# TASK DESCRIPTION
Scan the listing beneath this sentence. Report each line with the word "dots".

# LISTED ENTRIES
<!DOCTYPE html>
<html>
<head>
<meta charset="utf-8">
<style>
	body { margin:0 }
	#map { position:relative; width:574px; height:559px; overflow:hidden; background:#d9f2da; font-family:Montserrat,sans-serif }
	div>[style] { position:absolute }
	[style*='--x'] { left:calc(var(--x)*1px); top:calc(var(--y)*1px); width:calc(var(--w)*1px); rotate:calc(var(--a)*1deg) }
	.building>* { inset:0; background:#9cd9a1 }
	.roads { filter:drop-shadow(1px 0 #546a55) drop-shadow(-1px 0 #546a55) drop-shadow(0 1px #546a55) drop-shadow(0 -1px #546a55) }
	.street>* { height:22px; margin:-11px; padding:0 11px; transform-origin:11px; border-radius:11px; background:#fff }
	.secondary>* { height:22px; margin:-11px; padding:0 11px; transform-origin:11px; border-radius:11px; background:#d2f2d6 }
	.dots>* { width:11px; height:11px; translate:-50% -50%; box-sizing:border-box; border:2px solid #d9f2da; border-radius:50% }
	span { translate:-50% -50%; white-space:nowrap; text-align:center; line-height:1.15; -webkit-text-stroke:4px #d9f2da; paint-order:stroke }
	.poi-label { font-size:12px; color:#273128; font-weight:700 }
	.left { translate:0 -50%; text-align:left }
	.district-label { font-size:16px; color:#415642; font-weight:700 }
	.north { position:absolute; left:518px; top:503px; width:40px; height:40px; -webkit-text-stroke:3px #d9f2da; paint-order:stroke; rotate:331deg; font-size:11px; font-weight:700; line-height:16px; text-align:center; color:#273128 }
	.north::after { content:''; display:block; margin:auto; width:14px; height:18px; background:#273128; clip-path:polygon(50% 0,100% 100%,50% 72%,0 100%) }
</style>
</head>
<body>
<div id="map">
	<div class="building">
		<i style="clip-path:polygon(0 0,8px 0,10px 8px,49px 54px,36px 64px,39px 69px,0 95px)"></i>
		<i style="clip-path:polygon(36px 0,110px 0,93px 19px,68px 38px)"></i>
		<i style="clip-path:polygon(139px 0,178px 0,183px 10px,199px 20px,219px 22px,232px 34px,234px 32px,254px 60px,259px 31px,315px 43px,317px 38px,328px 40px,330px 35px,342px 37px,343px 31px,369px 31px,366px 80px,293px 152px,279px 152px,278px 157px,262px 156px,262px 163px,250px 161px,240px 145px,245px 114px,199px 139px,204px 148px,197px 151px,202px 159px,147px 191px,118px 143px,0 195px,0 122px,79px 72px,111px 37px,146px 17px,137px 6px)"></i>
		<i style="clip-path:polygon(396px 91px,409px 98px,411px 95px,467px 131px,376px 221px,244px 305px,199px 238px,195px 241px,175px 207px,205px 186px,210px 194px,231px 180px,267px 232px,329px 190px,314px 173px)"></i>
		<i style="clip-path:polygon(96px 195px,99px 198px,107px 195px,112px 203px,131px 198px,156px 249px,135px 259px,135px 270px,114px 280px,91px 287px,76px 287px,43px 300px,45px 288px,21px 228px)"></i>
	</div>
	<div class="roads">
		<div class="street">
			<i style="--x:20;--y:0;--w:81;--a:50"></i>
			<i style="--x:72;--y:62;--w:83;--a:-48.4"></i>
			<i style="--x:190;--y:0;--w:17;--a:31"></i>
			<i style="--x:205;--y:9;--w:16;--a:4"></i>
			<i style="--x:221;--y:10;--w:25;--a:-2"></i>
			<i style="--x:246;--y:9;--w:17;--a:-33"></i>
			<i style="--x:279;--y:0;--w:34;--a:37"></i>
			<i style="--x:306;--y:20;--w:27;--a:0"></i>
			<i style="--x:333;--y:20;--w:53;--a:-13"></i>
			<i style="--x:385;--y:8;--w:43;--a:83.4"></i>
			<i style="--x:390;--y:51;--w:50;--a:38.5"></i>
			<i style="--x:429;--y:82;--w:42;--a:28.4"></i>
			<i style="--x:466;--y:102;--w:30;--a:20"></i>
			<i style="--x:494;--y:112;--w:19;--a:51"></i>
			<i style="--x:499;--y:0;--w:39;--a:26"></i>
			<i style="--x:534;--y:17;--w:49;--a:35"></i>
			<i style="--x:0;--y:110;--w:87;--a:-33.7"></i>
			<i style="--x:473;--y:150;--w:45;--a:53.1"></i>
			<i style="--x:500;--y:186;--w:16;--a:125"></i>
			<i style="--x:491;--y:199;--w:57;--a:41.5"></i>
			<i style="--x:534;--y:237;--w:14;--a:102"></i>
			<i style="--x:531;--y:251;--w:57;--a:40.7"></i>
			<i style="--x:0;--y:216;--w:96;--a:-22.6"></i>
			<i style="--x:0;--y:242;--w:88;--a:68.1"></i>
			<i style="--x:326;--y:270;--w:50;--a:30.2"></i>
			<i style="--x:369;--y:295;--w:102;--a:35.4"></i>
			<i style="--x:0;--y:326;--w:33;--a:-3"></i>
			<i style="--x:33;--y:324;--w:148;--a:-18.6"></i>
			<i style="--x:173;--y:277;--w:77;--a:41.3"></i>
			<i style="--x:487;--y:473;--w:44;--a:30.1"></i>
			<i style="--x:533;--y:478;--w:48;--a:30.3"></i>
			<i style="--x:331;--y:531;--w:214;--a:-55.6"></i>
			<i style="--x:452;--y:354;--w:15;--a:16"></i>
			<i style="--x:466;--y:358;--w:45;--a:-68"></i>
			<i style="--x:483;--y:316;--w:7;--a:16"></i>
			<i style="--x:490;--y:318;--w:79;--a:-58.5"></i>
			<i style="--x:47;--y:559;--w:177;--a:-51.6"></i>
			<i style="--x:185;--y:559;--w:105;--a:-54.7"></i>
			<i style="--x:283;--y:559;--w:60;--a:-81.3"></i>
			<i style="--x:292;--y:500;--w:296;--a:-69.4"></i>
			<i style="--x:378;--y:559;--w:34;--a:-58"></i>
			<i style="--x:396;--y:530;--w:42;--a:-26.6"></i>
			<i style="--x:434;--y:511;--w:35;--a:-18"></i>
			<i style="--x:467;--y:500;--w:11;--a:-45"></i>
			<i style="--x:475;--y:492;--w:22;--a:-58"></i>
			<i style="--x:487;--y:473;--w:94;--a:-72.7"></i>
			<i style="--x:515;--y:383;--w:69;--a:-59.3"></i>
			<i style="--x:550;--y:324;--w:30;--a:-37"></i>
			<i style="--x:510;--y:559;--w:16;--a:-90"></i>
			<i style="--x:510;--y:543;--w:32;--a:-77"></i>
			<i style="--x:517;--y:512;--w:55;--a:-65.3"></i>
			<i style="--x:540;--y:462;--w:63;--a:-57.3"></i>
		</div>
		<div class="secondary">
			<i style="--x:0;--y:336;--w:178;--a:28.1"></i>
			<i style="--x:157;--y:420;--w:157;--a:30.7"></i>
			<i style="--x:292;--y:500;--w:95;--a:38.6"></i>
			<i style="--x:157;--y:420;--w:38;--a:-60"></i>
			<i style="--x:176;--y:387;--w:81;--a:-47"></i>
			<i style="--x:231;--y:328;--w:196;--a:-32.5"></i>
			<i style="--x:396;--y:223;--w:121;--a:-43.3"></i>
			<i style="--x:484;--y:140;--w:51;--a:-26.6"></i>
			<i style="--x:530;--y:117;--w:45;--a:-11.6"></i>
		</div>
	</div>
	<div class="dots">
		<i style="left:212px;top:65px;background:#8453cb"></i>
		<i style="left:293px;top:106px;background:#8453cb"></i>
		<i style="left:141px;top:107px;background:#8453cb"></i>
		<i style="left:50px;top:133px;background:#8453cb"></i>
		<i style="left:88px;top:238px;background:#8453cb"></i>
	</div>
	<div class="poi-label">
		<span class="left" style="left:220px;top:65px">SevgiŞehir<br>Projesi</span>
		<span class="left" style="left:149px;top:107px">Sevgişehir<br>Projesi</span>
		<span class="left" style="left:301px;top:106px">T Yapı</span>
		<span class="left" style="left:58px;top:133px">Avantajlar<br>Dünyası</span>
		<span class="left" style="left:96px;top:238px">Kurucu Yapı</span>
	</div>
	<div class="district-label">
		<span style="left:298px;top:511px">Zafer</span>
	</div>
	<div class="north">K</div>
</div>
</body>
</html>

# TASK RESPONSE
	.dots>* { width:11px; height:11px; translate:-50% -50%; box-sizing:border-box; border:2px solid #d9f2da; border-radius:50% }
	<div class="dots">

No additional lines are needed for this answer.